Fractional-Order Terminal Sliding-Mode Control Using Self-Evolving Recurrent Chebyshev Fuzzy Neural Network for MEMS Gyroscope

To maintain the vibrations of the gyroscope proof mass, a trajectory tracking control system using a neural network estimator is proposed. The proposed control system incorporates a fractional controller based on the terminal sliding-mode and a recurrent Chebyshev fuzzy neural network using a self-evolving mechanism. The fractional-order terminal sliding-mode control can guarantee the tracking error exponential stable, and a self-evolving recurrent Chebyshev fuzzy neural network (SERCFNN) is introduced to relax the requirement of nonlinear functional certainty.

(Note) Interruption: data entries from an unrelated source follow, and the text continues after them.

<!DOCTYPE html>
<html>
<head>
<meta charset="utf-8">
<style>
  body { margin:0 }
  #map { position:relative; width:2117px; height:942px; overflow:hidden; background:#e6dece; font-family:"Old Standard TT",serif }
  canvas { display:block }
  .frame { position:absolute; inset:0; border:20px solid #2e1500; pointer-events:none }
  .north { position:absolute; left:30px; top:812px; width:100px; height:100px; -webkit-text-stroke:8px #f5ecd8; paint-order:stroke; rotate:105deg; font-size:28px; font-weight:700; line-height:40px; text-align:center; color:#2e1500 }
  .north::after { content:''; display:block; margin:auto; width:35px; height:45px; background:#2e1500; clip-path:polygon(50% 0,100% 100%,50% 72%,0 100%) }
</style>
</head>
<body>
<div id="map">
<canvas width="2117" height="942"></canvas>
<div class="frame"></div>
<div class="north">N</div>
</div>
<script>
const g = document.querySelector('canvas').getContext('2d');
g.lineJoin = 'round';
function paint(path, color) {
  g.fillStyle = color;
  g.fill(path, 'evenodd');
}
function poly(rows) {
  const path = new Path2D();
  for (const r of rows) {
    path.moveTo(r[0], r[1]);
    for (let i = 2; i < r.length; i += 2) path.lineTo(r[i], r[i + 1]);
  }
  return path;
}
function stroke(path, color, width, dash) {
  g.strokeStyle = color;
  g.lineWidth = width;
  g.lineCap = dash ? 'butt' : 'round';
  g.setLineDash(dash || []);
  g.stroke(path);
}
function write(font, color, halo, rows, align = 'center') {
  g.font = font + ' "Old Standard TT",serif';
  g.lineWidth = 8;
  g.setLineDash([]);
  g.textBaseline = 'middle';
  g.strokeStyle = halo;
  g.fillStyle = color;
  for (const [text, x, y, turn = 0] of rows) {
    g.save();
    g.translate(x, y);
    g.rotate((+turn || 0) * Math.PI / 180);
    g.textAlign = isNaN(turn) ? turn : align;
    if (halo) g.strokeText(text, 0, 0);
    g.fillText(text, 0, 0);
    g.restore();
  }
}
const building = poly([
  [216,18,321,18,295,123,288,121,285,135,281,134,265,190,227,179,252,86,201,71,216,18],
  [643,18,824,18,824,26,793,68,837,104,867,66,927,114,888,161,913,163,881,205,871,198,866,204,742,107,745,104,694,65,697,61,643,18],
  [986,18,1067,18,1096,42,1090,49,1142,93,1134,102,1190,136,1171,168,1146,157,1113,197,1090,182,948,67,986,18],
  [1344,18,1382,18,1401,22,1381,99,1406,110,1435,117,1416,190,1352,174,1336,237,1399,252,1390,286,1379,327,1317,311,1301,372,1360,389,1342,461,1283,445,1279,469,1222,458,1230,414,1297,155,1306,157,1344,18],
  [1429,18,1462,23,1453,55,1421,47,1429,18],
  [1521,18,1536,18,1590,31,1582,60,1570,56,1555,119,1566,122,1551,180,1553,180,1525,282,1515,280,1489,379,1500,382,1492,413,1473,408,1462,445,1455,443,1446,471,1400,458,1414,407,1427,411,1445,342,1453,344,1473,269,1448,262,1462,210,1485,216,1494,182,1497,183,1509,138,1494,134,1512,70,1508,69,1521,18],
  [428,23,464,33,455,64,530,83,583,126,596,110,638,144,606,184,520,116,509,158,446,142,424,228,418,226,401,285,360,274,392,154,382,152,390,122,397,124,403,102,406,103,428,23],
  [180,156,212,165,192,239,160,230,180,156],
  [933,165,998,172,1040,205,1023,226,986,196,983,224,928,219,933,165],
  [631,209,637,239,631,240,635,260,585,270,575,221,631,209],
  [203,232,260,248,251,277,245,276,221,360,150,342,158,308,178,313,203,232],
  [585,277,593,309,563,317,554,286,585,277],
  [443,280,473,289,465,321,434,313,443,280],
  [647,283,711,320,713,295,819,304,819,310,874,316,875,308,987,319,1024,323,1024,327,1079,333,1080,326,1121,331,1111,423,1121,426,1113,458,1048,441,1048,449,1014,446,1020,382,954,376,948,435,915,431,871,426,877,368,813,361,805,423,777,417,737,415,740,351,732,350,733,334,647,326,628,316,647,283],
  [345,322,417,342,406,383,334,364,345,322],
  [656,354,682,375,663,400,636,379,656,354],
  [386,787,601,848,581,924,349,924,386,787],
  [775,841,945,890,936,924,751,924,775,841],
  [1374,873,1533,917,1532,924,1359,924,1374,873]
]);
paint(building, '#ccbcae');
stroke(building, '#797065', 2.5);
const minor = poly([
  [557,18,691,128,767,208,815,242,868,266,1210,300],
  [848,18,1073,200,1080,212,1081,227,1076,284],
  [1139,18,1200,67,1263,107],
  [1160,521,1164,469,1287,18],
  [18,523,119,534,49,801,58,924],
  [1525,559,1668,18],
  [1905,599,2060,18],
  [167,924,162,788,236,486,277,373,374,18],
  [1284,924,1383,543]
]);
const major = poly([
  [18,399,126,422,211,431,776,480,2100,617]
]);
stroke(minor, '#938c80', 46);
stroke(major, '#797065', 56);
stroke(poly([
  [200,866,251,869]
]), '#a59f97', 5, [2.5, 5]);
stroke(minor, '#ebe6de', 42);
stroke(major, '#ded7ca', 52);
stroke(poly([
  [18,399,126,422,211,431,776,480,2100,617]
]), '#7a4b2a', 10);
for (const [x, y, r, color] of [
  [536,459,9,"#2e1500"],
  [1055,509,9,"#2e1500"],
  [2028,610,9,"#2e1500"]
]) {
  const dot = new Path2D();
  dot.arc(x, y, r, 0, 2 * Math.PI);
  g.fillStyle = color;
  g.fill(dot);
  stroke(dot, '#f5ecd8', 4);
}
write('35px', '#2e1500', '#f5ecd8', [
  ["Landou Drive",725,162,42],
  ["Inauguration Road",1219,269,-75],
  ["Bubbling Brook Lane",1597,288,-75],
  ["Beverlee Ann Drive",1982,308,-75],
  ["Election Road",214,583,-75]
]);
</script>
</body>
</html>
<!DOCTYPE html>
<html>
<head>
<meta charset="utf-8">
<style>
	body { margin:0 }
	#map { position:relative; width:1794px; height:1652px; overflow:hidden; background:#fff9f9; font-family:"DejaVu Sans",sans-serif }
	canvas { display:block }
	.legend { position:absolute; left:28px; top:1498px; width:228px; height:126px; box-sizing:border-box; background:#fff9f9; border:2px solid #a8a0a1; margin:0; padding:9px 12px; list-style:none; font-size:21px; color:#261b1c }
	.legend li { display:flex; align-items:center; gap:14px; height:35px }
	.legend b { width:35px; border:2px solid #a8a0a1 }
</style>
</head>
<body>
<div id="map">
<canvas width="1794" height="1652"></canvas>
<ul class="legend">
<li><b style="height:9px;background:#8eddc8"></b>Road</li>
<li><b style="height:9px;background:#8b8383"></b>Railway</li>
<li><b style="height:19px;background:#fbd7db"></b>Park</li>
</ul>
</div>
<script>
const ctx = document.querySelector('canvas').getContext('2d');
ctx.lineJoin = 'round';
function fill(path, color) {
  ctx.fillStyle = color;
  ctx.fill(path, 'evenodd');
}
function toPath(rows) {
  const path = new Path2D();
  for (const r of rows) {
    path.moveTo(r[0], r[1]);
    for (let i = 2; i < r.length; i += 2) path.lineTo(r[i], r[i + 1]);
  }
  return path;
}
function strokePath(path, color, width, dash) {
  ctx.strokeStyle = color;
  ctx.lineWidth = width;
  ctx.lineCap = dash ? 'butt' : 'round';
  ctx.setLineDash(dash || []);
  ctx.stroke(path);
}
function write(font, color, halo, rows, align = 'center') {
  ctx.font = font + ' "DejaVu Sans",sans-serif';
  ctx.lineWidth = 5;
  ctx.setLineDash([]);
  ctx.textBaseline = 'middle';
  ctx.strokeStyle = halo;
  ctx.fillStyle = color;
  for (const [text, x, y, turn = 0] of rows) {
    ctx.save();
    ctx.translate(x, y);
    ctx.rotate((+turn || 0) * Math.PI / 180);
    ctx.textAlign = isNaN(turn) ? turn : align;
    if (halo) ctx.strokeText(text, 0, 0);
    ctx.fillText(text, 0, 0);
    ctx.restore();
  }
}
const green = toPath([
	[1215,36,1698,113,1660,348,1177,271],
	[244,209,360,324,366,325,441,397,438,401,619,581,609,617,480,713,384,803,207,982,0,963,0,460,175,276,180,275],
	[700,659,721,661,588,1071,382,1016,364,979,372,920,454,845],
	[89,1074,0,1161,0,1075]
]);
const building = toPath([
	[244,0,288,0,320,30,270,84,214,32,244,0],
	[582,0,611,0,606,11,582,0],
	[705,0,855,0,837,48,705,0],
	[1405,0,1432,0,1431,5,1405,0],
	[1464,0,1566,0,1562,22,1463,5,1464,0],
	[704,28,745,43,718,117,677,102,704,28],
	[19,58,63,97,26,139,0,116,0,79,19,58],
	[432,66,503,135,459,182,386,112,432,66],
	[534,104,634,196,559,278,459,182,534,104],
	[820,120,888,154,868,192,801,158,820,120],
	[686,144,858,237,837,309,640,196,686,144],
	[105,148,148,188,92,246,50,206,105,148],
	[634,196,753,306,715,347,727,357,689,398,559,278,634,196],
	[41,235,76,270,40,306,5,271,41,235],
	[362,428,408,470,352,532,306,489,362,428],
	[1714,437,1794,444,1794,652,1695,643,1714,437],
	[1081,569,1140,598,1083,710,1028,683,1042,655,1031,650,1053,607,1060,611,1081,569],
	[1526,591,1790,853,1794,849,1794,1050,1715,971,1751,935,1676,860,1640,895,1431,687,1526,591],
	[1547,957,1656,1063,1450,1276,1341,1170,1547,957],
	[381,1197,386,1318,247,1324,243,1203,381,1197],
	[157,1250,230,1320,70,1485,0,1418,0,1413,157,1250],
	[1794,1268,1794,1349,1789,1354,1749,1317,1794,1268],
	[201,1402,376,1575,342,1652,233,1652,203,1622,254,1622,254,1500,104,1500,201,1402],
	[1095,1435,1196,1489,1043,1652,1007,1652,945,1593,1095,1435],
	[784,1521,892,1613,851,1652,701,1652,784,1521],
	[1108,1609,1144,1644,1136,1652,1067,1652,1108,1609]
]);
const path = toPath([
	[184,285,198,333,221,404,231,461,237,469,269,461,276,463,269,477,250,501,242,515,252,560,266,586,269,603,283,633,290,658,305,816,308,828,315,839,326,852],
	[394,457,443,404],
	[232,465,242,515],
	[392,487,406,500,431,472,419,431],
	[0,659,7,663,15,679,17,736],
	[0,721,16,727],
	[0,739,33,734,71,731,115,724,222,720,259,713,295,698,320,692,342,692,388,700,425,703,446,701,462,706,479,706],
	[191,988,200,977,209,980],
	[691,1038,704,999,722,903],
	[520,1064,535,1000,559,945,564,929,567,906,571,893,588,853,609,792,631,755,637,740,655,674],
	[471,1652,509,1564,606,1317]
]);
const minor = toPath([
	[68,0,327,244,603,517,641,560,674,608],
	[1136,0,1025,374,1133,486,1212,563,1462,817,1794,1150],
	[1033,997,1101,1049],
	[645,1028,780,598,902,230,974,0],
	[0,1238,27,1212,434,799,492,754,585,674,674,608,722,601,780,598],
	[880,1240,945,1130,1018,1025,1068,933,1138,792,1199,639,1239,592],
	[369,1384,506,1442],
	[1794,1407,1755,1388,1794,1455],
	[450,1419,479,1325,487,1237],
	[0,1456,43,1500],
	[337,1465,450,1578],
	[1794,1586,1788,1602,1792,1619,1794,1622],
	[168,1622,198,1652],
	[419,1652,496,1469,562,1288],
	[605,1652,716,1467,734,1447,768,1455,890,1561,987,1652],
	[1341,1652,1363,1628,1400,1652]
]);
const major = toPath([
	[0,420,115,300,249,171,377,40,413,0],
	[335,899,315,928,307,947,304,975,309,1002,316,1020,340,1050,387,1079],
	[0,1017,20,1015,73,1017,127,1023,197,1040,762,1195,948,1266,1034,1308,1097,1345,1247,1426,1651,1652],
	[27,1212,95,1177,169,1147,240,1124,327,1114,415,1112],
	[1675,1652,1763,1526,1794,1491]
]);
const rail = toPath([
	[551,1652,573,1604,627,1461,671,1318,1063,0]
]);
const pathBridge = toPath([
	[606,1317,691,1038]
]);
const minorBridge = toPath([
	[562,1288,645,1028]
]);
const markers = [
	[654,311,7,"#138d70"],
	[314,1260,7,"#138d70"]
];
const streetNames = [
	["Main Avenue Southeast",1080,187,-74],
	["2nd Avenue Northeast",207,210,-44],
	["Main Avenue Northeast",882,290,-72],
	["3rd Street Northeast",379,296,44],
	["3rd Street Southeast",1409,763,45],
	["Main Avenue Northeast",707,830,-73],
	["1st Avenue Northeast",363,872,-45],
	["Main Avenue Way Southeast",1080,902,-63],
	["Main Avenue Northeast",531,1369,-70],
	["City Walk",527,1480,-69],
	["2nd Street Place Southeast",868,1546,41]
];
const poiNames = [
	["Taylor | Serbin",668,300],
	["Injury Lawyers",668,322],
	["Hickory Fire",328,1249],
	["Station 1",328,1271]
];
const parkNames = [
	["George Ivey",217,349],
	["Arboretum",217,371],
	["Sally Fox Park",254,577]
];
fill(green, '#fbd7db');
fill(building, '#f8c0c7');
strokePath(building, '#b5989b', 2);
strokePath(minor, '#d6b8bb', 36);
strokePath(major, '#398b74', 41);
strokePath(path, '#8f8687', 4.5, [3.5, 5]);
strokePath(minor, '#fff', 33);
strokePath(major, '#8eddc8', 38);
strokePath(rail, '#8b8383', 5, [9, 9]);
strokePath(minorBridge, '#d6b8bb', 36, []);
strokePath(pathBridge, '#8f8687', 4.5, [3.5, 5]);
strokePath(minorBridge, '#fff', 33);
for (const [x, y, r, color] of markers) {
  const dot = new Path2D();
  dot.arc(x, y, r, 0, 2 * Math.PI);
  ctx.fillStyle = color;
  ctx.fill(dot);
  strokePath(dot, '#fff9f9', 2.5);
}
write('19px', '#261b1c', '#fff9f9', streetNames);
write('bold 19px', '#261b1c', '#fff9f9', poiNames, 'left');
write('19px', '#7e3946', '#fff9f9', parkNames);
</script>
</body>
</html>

In addition, the SERCFNN develops the advantages of the self-evolving fuzzy neural network (SEFNN), recurrent fuzzy neural network (RFNN), and Chebyshev function network (CFN). The SEFNN can adaptively update the dynamic structure through generating and adjusting fuzzy logic rules. The RFNN improves the performance for coping with a temporal problem with the capability to store prior information. The CFN is capable to enlarge the dimensionality of the input variables. Moreover, the asymptotic stability of the proposed control system can be proved by the Lyapunov stability theory. The effectiveness and superiority of the performance are exhibited with simulation studies and comprehensive comparisons.